Le monde divin des époques archaïque et classique est organisé autour de panthéons ayant manifestement une logique d'organisation propre. Au niveau panhellénique les poèmes d'Homère et d'Hésiode fournissent le socle du modèle traditionnel, et on distingue progressivement un groupe de douze divinités « olympiennes », qui se retrouvent dans tous les endroits du monde grec, et sont pour beaucoup sont déjà mentionnées dans les textes mycéniens. Mais l'importance du contexte local fait que chaque cité a son propre panthéon, reposant souvent sur les grands dieux panhelléniques, et comprenant aussi des divinités qui n'apparaissent pas dans les poèmes. Le fait que chaque grand dieu ait différents aspects, dépendant du lieu ou de la fonction, implique une diversité non négligeable permise par la possibilité de configurer de bien des manières le monde divin. Les cultes des nymphes, des héros et héroïnes sont également révélateurs de l'importance des cultes locaux[100].

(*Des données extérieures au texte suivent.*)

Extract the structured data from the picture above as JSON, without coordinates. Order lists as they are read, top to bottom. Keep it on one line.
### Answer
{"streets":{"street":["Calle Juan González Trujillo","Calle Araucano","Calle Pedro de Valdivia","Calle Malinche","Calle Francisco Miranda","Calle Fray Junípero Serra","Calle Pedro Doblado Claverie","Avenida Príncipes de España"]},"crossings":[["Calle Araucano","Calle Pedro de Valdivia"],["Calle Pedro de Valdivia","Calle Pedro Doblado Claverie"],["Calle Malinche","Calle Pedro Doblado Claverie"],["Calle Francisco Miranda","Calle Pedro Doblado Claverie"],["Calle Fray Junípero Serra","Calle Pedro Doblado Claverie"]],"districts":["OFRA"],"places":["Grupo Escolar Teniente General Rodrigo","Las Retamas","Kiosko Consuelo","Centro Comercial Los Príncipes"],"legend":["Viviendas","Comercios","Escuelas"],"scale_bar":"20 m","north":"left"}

Parmi les évolutions perceptibles durant ces siècles, pour l'époque classique se repère l'essor des cultes à mystères, notamment ceux d'Éleusis, des cultes dionysiaques (« bacchiques ») et orphiques. Le monde grec accueille des divinités venues de l'extérieur telles que la phrygienne Cybèle, le syrien Adonis, la thrace Bendis. Les évolutions se font aussi à l'intérieur du monde grec, Athènes accueillant ainsi le culte du dieu arcadien Pan. Ces nouveaux cultes présenteraient la particularité de mettre en avant une seule divinité, avec laquelle un individu a un rapport plus direct[101]. Les causes derrières ces évolutions sont débattues : dans le contexte athénien, on a souvent voulu les relier aux conséquences de la guerre du Péloponnèse sur l'univers mental, le conflit créant une « crise » puisqu'il aurait affaibli la cohésion du corps social et entraîné la défiance envers les dieux patrons traditionnels. Mais même si c'était admissible cela ne vaudrait que pour ce cadre géographique[102]. Le IVe siècle av. J.-C. voit aussi le développement du culte des personnifications divines, notamment la Fortune, Tychè, mais aussi la Paix, Eiréné, la Concorde, Homonoia, etc.[103],[104]. Les philosophes (dont l'émergence peut également être reliée au cadre de la cité-État, propice aux débats d'idées) proposent de nouvelles approches du religieux, certes sans incidence sur la pratique de la majorité, mais amenées à être influentes dans les milieux des élites intellectuelles de l'Antiquité. Les penseurs Ioniens de l'époque archaïque (Thalès, Anaximandre, Anaximène) sont les premiers à tenter d'expliquer le monde par des principes naturels. Par la suite d'autres écoles développent une approche propre, comme les Pythagoriciens. Pour l'époque classique, la pensée de Platon en particulier présente de forts aspects religieux : il propose des réflexions sur l'univers et le divin, sur la religion civique, amenées à exercer une influence considérable sur les théologies postérieures[105].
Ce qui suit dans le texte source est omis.